À l’issue de négociations difficiles, les États membres de l'Union européenne ont donné leur feu vert au mandat de la Présidence allemande du Conseil de l’UE pour reprendre les négociations avec le Parlement européen sur le règlement établissant le programme spatial, lors de la réunion du Comité des représentants permanents (Coreper I), mercredi 4 novembre.

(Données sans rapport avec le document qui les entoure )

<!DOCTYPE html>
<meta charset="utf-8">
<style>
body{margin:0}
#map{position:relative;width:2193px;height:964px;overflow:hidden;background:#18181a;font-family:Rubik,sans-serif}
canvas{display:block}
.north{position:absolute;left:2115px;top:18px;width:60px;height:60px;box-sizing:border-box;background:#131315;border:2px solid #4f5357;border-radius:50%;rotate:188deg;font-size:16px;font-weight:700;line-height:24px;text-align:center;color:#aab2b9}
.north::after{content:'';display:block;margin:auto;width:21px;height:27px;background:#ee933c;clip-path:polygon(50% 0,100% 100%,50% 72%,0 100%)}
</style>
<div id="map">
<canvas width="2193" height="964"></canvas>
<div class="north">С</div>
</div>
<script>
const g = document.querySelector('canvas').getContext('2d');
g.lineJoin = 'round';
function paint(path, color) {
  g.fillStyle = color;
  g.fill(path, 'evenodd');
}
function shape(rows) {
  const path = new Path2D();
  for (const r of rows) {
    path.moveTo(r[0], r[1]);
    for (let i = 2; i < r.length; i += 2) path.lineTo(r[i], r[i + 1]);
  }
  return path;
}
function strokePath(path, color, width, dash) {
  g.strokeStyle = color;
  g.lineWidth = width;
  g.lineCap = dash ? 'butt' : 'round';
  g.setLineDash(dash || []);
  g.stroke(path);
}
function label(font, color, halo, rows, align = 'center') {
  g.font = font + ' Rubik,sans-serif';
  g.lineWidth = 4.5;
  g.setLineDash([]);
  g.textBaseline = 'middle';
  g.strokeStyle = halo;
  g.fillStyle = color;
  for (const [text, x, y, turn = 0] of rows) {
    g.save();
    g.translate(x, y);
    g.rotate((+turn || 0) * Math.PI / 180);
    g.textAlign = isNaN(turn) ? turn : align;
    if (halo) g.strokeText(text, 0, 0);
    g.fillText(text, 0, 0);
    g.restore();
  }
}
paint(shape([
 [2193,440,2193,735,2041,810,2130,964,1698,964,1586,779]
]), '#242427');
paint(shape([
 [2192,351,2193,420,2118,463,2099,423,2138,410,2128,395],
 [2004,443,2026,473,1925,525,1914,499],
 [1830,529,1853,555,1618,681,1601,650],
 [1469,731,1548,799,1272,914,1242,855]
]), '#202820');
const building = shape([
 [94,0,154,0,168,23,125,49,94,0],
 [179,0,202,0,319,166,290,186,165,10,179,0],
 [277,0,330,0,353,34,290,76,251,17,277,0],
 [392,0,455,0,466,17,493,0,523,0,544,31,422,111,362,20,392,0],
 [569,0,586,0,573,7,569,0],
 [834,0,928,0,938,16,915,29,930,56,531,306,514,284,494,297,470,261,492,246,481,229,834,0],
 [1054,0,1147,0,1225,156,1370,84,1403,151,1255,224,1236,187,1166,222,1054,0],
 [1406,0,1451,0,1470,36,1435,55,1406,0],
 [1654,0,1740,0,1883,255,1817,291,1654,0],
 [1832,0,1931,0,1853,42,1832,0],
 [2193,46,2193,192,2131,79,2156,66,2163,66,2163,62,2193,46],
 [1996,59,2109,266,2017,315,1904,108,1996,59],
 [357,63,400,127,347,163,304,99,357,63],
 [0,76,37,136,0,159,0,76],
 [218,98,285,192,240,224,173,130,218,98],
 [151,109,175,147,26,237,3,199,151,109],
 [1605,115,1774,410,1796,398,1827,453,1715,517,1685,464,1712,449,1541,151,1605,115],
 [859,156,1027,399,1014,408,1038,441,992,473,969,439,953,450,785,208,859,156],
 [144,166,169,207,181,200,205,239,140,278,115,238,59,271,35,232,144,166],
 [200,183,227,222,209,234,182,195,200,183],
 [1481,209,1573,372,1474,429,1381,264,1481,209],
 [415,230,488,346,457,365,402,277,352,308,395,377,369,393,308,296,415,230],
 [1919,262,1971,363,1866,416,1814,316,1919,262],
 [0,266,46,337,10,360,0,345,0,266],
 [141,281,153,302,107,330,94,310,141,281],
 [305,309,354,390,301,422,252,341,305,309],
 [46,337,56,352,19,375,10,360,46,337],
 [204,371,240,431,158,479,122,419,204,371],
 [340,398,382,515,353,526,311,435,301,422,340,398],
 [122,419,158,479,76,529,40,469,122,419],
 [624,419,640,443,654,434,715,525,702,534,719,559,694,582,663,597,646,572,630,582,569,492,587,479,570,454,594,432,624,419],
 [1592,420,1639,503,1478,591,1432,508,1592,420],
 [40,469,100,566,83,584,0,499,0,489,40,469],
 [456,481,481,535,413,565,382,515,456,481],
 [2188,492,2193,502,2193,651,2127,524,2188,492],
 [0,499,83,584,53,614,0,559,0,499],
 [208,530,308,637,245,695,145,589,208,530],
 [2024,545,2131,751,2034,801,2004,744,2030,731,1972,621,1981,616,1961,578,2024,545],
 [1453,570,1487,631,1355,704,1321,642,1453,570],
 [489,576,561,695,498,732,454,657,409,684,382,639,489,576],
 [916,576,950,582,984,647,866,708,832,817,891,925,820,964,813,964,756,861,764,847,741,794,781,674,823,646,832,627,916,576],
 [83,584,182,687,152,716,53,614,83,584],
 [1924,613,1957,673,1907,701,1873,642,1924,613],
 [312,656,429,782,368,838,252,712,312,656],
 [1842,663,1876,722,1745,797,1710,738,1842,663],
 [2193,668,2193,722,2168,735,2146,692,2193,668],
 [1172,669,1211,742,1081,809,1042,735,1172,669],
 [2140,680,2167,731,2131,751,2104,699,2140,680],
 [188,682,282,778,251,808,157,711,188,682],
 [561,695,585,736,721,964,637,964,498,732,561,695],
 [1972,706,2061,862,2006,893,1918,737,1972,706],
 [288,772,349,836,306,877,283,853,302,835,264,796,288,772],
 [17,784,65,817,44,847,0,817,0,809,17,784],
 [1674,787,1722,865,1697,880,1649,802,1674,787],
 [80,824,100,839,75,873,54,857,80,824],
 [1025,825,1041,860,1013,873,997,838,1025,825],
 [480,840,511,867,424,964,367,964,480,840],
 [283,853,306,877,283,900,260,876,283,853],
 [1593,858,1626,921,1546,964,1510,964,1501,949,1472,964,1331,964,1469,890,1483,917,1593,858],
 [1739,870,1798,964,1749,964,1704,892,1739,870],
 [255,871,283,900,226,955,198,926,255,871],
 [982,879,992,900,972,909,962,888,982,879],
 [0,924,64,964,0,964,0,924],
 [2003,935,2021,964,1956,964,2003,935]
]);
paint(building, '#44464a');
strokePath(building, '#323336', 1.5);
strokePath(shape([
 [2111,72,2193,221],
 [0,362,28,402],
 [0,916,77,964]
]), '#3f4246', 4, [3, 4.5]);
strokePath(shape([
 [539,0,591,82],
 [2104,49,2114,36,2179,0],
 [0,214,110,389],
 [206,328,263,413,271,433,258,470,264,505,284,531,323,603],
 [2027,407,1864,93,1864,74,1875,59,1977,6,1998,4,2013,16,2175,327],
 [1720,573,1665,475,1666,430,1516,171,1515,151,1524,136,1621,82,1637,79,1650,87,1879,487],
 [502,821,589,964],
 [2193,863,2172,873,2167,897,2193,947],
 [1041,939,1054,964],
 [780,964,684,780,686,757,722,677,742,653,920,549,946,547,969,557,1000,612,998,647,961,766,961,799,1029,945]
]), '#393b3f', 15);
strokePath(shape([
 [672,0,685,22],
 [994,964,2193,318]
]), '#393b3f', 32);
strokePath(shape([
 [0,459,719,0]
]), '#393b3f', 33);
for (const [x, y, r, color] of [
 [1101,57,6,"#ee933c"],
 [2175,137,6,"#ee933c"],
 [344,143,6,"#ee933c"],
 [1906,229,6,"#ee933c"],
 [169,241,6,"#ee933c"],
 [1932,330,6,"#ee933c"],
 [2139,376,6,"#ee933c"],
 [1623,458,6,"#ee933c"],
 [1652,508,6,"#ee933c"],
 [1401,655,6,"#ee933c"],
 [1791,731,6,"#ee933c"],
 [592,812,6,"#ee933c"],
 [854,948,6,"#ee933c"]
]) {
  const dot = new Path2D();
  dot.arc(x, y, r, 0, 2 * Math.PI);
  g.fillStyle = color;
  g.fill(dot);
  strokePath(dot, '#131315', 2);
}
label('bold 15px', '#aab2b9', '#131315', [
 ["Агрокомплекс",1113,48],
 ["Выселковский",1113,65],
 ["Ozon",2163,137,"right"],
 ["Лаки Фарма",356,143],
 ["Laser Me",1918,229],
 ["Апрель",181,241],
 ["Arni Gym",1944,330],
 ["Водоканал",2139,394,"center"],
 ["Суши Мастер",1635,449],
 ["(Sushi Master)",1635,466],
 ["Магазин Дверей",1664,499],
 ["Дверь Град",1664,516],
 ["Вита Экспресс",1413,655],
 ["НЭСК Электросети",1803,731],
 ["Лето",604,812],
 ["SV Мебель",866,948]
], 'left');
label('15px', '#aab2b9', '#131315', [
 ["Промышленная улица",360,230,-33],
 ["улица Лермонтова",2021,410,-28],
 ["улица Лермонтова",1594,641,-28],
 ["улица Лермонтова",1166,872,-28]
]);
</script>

Les négociations portaient principalement sur l’article 7 relatif à la participation des États tiers et organisations internationales au programme, l’article 8 relatif à l’accès aux services (SST, GovSatCom, service public règlementé) et à l’article 25 sur les conditions de participation et d’éligibilité des entités participant en provenance d’États tiers.

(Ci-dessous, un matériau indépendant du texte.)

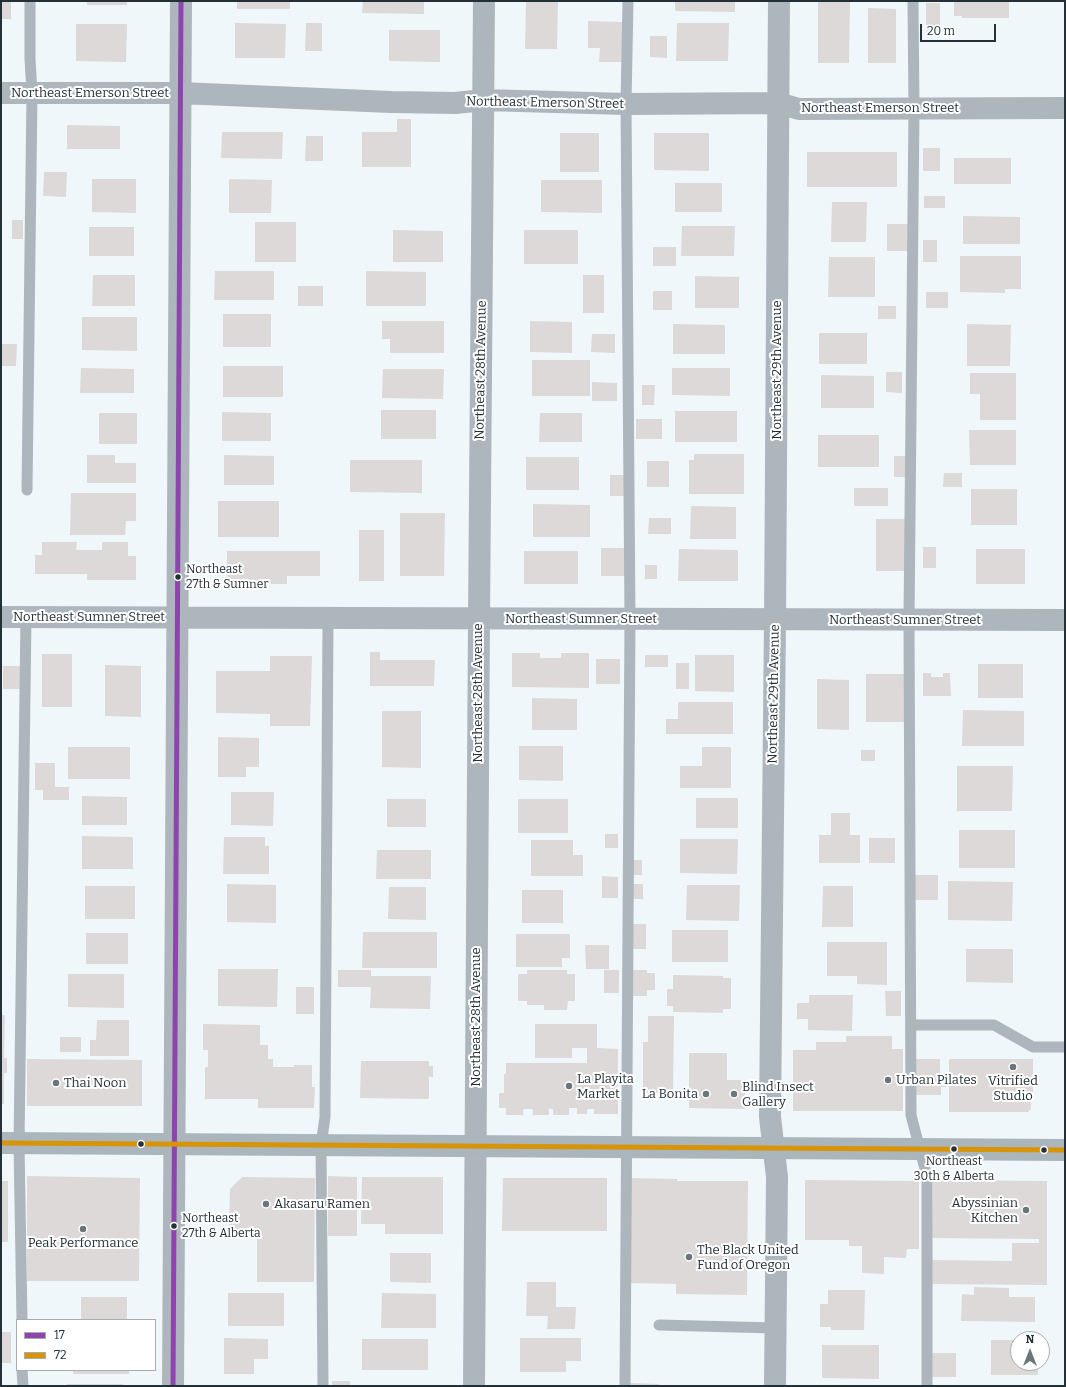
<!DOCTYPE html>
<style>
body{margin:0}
#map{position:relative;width:1066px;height:1387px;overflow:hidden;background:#f0f7fa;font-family:Bitter,serif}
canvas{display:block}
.frame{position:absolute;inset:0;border:2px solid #243037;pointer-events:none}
.legend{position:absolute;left:16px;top:1319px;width:140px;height:52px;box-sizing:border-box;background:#fff;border:1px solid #a7acaf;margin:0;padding:5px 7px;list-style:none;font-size:12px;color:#243037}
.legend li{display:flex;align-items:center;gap:8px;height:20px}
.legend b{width:20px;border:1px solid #a7acaf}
.north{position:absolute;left:1010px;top:1331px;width:40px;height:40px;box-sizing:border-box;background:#fff;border:1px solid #a7acaf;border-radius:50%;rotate:0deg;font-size:11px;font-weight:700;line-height:16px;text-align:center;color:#243037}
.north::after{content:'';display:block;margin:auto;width:14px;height:18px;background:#6b767b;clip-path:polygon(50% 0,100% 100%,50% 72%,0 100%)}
.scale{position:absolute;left:920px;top:24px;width:76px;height:18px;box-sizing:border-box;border:2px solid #243037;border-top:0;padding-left:5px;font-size:12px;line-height:14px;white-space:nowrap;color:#243037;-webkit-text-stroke:3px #fff;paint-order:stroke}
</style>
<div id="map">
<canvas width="1066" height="1387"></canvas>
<div class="frame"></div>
<ul class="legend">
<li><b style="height:5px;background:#8e44ad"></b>17</li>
<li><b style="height:5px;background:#d79408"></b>72</li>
</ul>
<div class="north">N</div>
<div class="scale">20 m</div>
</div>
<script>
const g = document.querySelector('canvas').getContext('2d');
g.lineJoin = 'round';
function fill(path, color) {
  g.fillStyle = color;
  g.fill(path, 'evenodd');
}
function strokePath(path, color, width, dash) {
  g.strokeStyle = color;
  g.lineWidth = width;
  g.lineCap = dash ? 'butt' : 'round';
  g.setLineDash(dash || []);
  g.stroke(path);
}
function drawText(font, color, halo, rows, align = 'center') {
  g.font = font + ' Bitter,serif';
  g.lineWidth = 4;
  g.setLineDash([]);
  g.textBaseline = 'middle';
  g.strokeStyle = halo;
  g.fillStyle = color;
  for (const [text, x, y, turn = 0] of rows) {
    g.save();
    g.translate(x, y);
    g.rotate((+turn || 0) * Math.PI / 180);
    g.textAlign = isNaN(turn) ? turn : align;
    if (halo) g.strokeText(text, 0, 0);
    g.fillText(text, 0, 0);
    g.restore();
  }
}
fill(new Path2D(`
 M1 1H11V19H1Z
 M87 1H127V5H87Z
 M237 1H290V9H237Z
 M363 1H424V14L362 13Z
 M526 1H558L557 49H525Z
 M675 1H735V12L675 11Z
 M818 1H850L849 63H818Z
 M954 1H1009V18H962V16H954Z
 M926 3H940V31H926Z
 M868 8 896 9V63H868Z
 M588 21 624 22V62H599L600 48H588Z
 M235 23 286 24 285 58H235Z
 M306 23H322V51H305Z
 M677 23H729L728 61H676Z
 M76 24H127L126 62 76 61Z
 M389 30H440V62L389 61Z
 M650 36H667V58L650 57Z
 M397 119H411V167H362V132H397Z
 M67 125 120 126V149H67Z
 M222 132H283L282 159 221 158Z
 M560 133H599V172H560Z
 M654 133H709V171L654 170Z
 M306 136H323V161H305Z
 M923 148H940V171H923Z
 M807 152H897V187H807Z
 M954 158H1011V184H954Z
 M44 172H67L66 197 43 196Z
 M92 179H136V213L92 212Z
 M229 179 272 180 271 213H229Z
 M541 180H602V213L541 212Z
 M675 183H722V212H675Z
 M924 196H945V208H924Z
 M832 202H867L866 242H831Z
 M963 216 1020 217V244H963Z
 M12 220H23V239H12Z
 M255 222H296V262H255Z
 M887 224H908V251H887Z
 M682 226H735L734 256H681Z
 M89 227H134V256H89Z
 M393 230 443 231V262H393Z
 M524 230H578V264H524Z
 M923 240H937V262H923Z
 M653 247H676V266H653Z
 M960 256H1021V289H1005V293L960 292Z
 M829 257H875V297H828Z
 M215 271H274V300H214Z
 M366 271 426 272V306H366Z
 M93 275H135V306H92Z
 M583 275H604V313H583Z
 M695 276 739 277V308H695Z
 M298 286H323V306H298Z
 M653 291H672V310H653Z
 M926 292H948V308H926Z
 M878 306H896V319H878Z
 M223 314H271V347H223Z
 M82 317H137V351L82 350Z
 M382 321H444V353H390V339H382Z
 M530 321 572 322V353L530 352Z
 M673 324 725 325V354H673Z
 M967 324 1011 325 1010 366H967Z
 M819 333H867V364H819Z
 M592 334H615V353L591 352Z
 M1 344H17L16 366H1Z
 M532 360H590V396H532Z
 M223 366H283V397H223Z
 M81 368 134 369V393H80Z
 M672 368H730V396L672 395Z
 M383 369H444L443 399 382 398Z
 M886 372H902V393L886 392Z
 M970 373H1016V420H980V394H970Z
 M821 375 874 376V408H821Z
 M592 382 617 383V401H592Z
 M642 385H655L654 405H642Z
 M381 410H436V439H381Z
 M675 411H737V442H675Z
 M222 412 271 413V441H222Z
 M99 413H137V444H99Z
 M540 413H582V442H539Z
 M636 419H662V439H636Z
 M969 430H1016V465H970Z
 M818 435H879V467H818Z
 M694 454H744V494H689V460H694Z
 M87 455H115V463H136V483H87Z
 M224 455 274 456V485H224Z
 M894 456H908V477H894Z
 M526 457H579V490H526Z
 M350 460H422V493L350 492Z
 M647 461H669V487H647Z
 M944 473H962V487H943Z
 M610 475H625V496H610Z
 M854 488H888V506H854Z
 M971 489H1017V525H971Z
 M71 493H136V521H126L125 535H70Z
 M218 501H279V537H218Z
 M533 504 590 505V537H533Z
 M691 506 736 507V539H690Z
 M400 513H445L444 576H400Z
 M649 518H671V534H648Z
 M876 519H908V571H876Z
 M359 530H384V581H359Z
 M42 542H77L76 550H102V542H128V556H136V580H87V574H35V555H42Z
 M923 547H936V568H923Z
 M601 548H627V576H601Z
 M679 549 738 550V581H678Z
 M976 549H1025V584H976Z
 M227 551H320V576H287V584H227Z
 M524 551H578V584H524Z
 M645 565H657V579H645Z
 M370 652H380V660H435L434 686H370Z
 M512 653H540V658H561V653H589V688L512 687Z
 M42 654H72V707H42Z
 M645 655H668V667H645Z
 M695 655H734V692L695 691Z
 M270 656H312L310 726H270V714L216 713V671H270Z
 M596 659H620V684H596Z
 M676 663H689V689H676Z
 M978 664H1023V698H978Z
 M105 665 141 666V717L105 716Z
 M3 666H23V689H3Z
 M923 673H931V677H943V673H950L951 696H923Z
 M866 674H905V722H866Z
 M817 679 849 680V730L817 729Z
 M532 698 577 699V730H532Z
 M678 702H733V734H666V719H678Z
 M963 710 1024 711V746H962Z
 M382 711H421V768L382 767Z
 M218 737 259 738V767H246V777H218Z
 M519 746H563V781L519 780Z
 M68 747H130V779H68Z
 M702 747H731V788H680V766H702Z
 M861 750H875V761H861Z
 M35 763H55V787H69V800H43V790H35Z
 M957 766H1013L1012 811H957Z
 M231 792H274L273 826 231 825Z
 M82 796 127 797V825H82Z
 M696 798H738V828H696Z
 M387 799H426V827H387Z
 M518 799H568V833H518Z
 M831 813H850V835H860V863H819V835H831Z
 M959 830H1015V868H959Z
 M605 834H618V848H605Z
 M82 836 133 837V869H82Z
 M224 837H265V846H269V874H223Z
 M869 838H895V863H869Z
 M680 839H738L737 874 680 873Z
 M531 840H573V855H583V876H531Z
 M377 850H431V879H376Z
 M632 860H642V875H631Z
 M913 875H938V900H913Z
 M602 876 618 877V898H602Z
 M948 881 1013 882 1012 921 948 920Z
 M227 884 276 885V923L227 922Z
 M631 884H643V899H632Z
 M687 885H740L739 921 686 920Z
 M85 886H135V919H85Z
 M823 886H853V927H822Z
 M389 887H426V920L388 919Z
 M522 890H563V923H522Z
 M631 924H646V949H631Z
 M672 930H728V962H672Z
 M363 932H437V968H362Z
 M86 933H128V964H86Z
 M516 934H570V958H562V967H516Z
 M827 942H887V985L857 984V976H827Z
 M585 945H609V969H586Z
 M966 949H1013V983L966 982Z
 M218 969H278L277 1007 218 1006Z
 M338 970H371V976H431L430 1009 370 1008 371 987H338Z
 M527 970H567V974H575V1001H568L567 1010H544V1005H527V1001H518V974H527Z
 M604 970H619V993H604Z
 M631 970H647V973H655V990H647V996H631Z
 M68 974H124V1008L68 1007Z
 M673 975 723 976V978H731V1009H723V1013L673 1012V1006H667V989H673Z
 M296 987H314V1014H296Z
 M885 991H901V1016H886Z
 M809 995H853L852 1031 808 1030V1019H797V1003H809Z
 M1 1015H5L4 1058H7V1073H4V1104H1Z
 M648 1016H674L673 1093H643V1042H648Z
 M97 1020H129V1056H90V1040H96Z
 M203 1024 260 1025V1045H268V1059H273V1067H294V1065H312V1087H315L314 1108H258V1099H205V1067H208V1050H203Z
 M535 1024H597V1048L618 1049V1114H594V1109H587V1114H577V1108H569V1115H553V1109H549V1115H533V1109H523V1115H506V1108H499V1093H504V1074H506V1063H587V1048H572V1058H535Z
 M846 1036H892V1049H903V1111H793V1050H816V1042H846Z
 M60 1037H81V1052H60Z
 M689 1053H727V1080H745V1109L689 1108Z
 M27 1059 142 1060V1106H27Z
 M915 1059H940V1076H946V1087H941V1095H915Z
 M949 1059H1033V1096H1031V1109L1028 1112H949Z
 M361 1061H429V1066H433V1077H429V1099L360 1098Z
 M27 1176 140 1178 139 1281H27Z
 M328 1176 357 1177V1236H328Z
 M242 1177 315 1178 314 1282H257V1229H229L230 1189Z
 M362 1177H443V1234H385V1224H361Z
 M503 1178H607V1231H502Z
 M630 1178 677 1179V1181H748L747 1295 676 1294V1284L629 1283Z
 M805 1180 919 1181V1249H907L906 1258 884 1257V1274L862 1273V1246H849V1240H805Z
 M933 1180 1047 1181V1285L931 1284V1260L1012 1261V1243H1039V1239L932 1238Z
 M1 1181H8V1242H1Z
 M390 1253H431V1283L390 1282Z
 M527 1282H556V1307H576L575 1329H547L548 1316H526Z
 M974 1287 1009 1288V1297H1035V1322L961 1321 962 1294 974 1295Z
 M828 1290H865L864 1330H831V1327H820V1304H828Z
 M228 1293H284V1326H228Z
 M382 1293 436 1294V1328H381Z
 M81 1297H127V1320H81Z
 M1 1332H11V1363H1Z
 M224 1338 268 1339V1359H254V1374H224Z
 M520 1338H581V1361H566V1372H520Z
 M362 1339H428V1370H362Z
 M991 1340H1018V1363H1038V1375H991Z
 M822 1345H879V1379L822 1378Z
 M932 1353H956V1377H932Z
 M73 1370H129V1374H73Z
 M332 1381H350V1386H332Z
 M628 1383 659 1384V1386H628Z
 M67 1384H123V1386H67Z`), '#dcd9d8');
strokePath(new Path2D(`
 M913 1 914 109 909 620 911 1115 927 1177V1386
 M27 490 32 93 30 59V1
 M911 1025H994L1033 1047H1065
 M22 1320 19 1144 26 617
 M659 1325 775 1328
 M22 1370 23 1386
 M323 1386 321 1145 325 1117 328 618
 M625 1386 630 620 626 104 628 1`), '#adb6bc', 11);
strokePath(new Path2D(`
 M1 93H180L391 102 455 103 484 100 626 104 778 103 799 109 1065 108
 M1 617 1065 620
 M173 1386 181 1
 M474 1386 479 619 484 1
 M775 1386 777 1177 770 1117 775 620 779 1`), '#adb6bc', 22);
strokePath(new Path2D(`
 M1 1143 1065 1150`), '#aab6bb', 22);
strokePath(new Path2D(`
 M173 1386 181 1`), '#8e44ad', 5);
strokePath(new Path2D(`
 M1 1143 1065 1150`), '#d79408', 5);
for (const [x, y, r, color] of [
 [178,577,3.5,"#243037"],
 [1013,1067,4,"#6b767b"],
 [888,1080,4,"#6b767b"],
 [56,1083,4,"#6b767b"],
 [569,1086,4,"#6b767b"],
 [706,1094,4,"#6b767b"],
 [734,1094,4,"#6b767b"],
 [141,1144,3.5,"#243037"],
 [954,1149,3.5,"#243037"],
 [1044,1150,3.5,"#243037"],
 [266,1204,4,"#6b767b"],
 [1026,1210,4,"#6b767b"],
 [174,1226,3.5,"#243037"],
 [83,1229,4,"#6b767b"],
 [689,1257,4,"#6b767b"]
]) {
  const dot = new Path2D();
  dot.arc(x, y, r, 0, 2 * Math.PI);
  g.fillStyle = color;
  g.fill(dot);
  strokePath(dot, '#fff', 1.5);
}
drawText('12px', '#243037', '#fff', [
 ["Northeast",186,570],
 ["27th & Sumner",186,585],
 ["Northeast",954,1162,"center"],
 ["30th & Alberta",954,1177,"center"],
 ["Northeast",182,1219],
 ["27th & Alberta",182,1234]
], 'left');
drawText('13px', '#243037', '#fff', [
 ["Northeast Emerson Street",90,93],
 ["Northeast Emerson Street",545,103,1],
 ["Northeast Emerson Street",880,108],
 ["Northeast 28th Avenue",481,370,-89],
 ["Northeast 29th Avenue",777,370,-90],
 ["Northeast Sumner Street",89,617],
 ["Northeast Sumner Street",581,619],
 ["Northeast Sumner Street",905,620],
 ["Northeast 28th Avenue",478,693,-90],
 ["Northeast 29th Avenue",774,694,-89],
 ["Northeast 28th Avenue",476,1017,-90]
]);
drawText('13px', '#243037', '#fff', [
 ["La Playita",577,1079],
 ["Market",577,1094],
 ["Urban Pilates",896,1080],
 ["Vitrified",1013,1081,"center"],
 ["Studio",1013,1096,"center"],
 ["Thai Noon",64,1083],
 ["Blind Insect",742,1087],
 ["Gallery",742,1102],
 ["La Bonita",698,1094,"right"],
 ["Abyssinian",1018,1203,"right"],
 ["Kitchen",1018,1218,"right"],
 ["Akasaru Ramen",274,1204],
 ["Peak Performance",83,1243,"center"],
 ["The Black United",697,1250],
 ["Fund of Oregon",697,1265]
], 'left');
</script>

Ainsi, contre l’avis de la Commission européenne, le mandat comprend une limite dans le temps du programme (article 1). La Présidence souhaiterait une date d’expiration, car certaines délégations, notamment l’Allemagne, souhaiteraient pouvoir revoir le règlement à l’issue du cadre financier pluriannuel 2021-2027. Une demande qui serait également en ligne avec la position de l’Agence spatiale européenne (l’ESA).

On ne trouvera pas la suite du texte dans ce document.